We can and must succeed in tackling five missions that address the most important and interconnected challenges of the global water crisis.

Mission 1: Launch a new revolution in food systems

The Green Revolution more than a half century ago significantly increased agricultural yields and lifted large populations out of poverty. We now need another major transformation in agriculture to reshape the reliance on large quantities of water and nitrogen-based fertilisers, so as to sustain the planet, while at the same time strengthening farmers’ incomes and delivering nutrition equitably across populations. We must make radical gains in water productivity – maximising yield per drop of water – and in preserving soil moisture.

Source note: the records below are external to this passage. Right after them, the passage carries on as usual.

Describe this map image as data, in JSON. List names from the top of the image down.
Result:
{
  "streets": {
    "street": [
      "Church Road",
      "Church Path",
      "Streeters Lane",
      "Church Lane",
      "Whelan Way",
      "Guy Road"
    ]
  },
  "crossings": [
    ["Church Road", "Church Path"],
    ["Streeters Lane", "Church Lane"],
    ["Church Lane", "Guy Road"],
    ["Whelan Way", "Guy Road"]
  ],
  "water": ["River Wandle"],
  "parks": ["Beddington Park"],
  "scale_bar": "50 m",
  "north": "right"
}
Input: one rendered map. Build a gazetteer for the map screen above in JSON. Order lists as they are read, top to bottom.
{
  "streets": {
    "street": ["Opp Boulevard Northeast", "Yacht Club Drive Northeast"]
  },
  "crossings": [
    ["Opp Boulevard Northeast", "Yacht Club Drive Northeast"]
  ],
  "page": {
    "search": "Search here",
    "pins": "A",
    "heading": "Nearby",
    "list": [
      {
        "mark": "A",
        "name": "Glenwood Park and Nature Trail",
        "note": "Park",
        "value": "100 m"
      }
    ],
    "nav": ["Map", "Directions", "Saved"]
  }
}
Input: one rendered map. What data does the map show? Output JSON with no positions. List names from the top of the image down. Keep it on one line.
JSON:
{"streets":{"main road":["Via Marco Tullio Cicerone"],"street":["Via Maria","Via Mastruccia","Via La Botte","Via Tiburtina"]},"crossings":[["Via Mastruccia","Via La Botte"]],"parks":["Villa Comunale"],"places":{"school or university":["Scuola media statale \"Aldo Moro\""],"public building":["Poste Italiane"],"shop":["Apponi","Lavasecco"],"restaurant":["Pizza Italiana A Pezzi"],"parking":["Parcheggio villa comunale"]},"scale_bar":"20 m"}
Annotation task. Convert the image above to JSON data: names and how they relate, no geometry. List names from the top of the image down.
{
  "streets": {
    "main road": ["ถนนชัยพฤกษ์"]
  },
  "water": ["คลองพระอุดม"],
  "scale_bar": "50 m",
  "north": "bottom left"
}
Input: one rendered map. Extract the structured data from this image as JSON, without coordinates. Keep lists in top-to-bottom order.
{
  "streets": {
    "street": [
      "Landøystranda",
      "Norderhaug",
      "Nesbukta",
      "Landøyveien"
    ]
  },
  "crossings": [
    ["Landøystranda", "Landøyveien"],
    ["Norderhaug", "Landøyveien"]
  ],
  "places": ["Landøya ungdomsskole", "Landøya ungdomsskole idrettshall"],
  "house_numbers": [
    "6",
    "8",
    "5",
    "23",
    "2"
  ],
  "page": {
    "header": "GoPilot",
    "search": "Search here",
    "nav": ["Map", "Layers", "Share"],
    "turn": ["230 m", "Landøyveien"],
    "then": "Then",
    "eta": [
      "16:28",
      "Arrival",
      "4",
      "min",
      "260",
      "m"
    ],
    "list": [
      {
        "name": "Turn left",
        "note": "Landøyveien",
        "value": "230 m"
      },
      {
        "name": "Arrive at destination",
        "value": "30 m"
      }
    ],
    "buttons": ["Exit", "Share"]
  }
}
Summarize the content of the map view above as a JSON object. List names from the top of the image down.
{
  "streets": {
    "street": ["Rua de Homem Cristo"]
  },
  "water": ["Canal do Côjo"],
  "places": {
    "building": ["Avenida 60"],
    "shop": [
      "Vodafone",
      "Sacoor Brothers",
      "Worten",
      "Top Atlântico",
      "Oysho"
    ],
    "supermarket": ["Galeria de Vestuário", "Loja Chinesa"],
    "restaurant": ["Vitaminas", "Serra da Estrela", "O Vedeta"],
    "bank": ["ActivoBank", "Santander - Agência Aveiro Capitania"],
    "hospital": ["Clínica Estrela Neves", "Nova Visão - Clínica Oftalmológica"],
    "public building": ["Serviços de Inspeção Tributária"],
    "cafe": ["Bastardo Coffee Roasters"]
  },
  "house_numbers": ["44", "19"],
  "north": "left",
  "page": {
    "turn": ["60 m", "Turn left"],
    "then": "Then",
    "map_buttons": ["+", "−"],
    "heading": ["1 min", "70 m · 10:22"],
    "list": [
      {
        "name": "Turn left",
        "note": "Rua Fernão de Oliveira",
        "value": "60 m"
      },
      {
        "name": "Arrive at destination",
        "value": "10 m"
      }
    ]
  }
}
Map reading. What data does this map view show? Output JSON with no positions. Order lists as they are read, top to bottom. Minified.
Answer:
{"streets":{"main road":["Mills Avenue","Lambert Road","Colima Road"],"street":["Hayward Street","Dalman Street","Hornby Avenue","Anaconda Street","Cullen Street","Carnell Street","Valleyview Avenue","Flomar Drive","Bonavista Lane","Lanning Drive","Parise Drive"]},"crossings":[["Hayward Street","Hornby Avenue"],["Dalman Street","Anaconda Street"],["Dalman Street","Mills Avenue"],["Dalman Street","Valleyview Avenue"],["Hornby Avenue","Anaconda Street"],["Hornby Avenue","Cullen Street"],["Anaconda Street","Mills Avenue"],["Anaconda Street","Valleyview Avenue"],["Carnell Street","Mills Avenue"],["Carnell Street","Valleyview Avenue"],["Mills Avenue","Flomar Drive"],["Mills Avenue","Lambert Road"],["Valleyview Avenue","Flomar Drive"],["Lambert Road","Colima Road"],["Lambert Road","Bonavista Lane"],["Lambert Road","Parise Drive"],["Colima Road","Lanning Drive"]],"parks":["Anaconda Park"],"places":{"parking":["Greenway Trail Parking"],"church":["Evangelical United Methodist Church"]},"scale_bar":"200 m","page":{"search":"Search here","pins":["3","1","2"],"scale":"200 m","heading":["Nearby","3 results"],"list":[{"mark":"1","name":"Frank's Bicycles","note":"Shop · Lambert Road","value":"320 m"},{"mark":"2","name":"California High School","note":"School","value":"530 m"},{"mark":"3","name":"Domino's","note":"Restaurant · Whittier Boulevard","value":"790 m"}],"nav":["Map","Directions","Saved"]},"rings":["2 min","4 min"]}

This can be achieved by scaling up access for traditional farmers to micro irrigation techniques and the use of climate-resilient seed variants and cropping patterns. While water irrigation will inevitably have to grow in the next few decades to meet growing food needs, a combination of these measures is estimated generate savings in irrigated water consumption of a quarter or more by 2050. To work best, the measures should be coupled with regulatory measures to cap water withdrawals, to ensure water savings are not re-channelled back into expanding irrigated areas or used to switch to more water-intensive crops.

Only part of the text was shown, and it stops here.